━━━ Input records

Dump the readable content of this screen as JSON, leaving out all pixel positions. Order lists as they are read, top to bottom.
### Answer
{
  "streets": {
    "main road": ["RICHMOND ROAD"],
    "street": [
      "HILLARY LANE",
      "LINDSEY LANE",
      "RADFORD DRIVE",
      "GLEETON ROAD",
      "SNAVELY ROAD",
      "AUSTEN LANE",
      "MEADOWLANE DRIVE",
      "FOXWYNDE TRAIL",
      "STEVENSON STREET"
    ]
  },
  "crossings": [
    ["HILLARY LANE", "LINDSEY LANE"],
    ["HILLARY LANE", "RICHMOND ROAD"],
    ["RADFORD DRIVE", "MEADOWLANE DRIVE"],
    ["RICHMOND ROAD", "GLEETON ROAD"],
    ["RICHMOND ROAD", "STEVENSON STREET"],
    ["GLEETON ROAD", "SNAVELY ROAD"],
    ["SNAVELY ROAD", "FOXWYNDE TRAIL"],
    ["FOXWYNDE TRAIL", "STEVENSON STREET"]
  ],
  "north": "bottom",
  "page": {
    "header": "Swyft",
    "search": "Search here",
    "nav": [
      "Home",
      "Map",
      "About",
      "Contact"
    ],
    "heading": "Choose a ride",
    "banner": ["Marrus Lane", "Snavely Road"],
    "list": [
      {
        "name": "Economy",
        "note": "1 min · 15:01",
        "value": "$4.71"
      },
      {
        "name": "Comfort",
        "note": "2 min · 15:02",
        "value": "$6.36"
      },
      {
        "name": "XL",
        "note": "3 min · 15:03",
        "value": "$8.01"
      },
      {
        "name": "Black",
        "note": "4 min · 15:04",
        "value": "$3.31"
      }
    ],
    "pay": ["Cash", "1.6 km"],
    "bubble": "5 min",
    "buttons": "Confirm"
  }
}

━━━━━━

Whenever the word "STEVENSON" appears in a line of the listing, copy out that line.

▸ Response to this task
      "STEVENSON STREET"
    ["RICHMOND ROAD", "STEVENSON STREET"],
    ["FOXWYNDE TRAIL", "STEVENSON STREET"]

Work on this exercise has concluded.